# Bureaucracy



## davio (Mar 2, 2016)

Hola! 
Que tales.

Thinking of selling up in UK and retiring to Spain. I will wait for the Brexit vote and if we stay in the EU will put my property in UK up for sale. Doing research there seems to be a lot of bureaucracy around living in Spain even as a EU citizen.

1. The medical tests for driving - how stringent are they?
2. Registering with a doctor
3. Tax arrangements for income that arises in the UK (in my case all of it)

There seem to be endless forms to fill in and hoops to jump through and that it is all work (and money) for the ubiquitous questors. How do I get a job like that.


----------



## 90199 (Mar 21, 2010)

Its not that bad really, just different, I don't use a gestor, just use an accountant for my annual tax return, ours are a little complicated.

The medical for driving licence is easy, providing you are in good health.

S1 form to the social security office, they check your residencia and that you have registered with the local council, passport, then provide you with papers to take to the health centre, and that is it, health card comes through the post.

You will enjoy life here, brugger the bureaucracy


----------



## Lynn R (Feb 21, 2014)

There can be even less bureaucracy and expense involved in submitting your annual tax return in respect of your worldwide income - you can just ring up and get an appointment at your nearest Hacienda office (the Spanish tax office), turn up with details of your income (they don't even ask for any supporting documentation) and they complete the return for you on their computer system, if you are a couple they will show you whether it is more favourable for you to make a joint return or individual ones, give you the option of paying the tax due in two instalments or just one, and give you a direct debit form to sign if you want the tax to be paid direct from your bank account.

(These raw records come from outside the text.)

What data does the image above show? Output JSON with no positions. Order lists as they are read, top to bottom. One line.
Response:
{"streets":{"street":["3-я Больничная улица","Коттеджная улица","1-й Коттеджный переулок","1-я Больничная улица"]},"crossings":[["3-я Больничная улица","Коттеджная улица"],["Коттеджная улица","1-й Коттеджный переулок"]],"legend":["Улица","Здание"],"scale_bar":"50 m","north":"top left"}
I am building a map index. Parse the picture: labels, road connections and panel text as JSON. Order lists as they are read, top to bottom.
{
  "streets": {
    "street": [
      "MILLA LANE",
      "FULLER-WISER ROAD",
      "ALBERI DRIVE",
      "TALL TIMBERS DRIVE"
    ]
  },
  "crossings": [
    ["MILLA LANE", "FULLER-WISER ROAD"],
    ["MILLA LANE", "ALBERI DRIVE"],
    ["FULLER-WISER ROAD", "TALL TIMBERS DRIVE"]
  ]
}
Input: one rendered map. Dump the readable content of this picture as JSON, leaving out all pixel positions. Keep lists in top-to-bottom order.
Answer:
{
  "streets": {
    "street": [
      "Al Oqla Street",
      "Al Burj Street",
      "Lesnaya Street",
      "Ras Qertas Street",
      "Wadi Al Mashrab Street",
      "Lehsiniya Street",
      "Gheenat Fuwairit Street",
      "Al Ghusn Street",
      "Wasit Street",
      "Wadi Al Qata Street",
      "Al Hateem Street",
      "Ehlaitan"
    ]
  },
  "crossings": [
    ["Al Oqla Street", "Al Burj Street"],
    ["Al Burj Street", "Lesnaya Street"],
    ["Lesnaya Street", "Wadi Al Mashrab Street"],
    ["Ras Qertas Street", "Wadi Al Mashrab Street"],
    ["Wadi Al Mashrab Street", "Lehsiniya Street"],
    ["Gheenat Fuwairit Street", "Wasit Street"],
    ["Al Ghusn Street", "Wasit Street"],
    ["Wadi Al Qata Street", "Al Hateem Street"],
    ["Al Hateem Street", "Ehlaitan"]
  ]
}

The service is completely free - but you do need to be able to speak some Spanish, or take someone with you who does.


----------



## Lynn R (Feb 21, 2014)

sorry -posted in wrong thread


----------



## mrypg9 (Apr 26, 2008)

Bureaucracy? What bureaucracy?
Got NIE and Residencia, process including waiting time less than an hour.
Changed to Spanish Driving Licence, swift and painless, received new licence after a month, two short visits to local Trafico office.
Opening bank account ...easy peasy.
Tax? As Lynn says, couldn't be simpler.
In these troubled times certain procedures are necessary and inevitable whichever country you settle in. It's much much worse in the former Soviet bloc states, believe me.
The worst 'bureaucratic' nightmare I've experienced has been with HMRC who pursued me for three years over an alleged tax debt only to finally admit they were wrong and had to issue me a rebate.


----------



## xabiaxica (Jun 23, 2009)

If you get everything sorted out when you first arrive, it usually goes smoothly. If you leave it until you have a problem & need a certain bit of paper then it's likely to be way more difficult.

I was recently contacted by someone who for one reason or another didn't register herself, nor her child, at the extranjería when they arrived a couple of years ago. 

She found a job but has recently been made redundant & went to register for paro, which she's entitled to.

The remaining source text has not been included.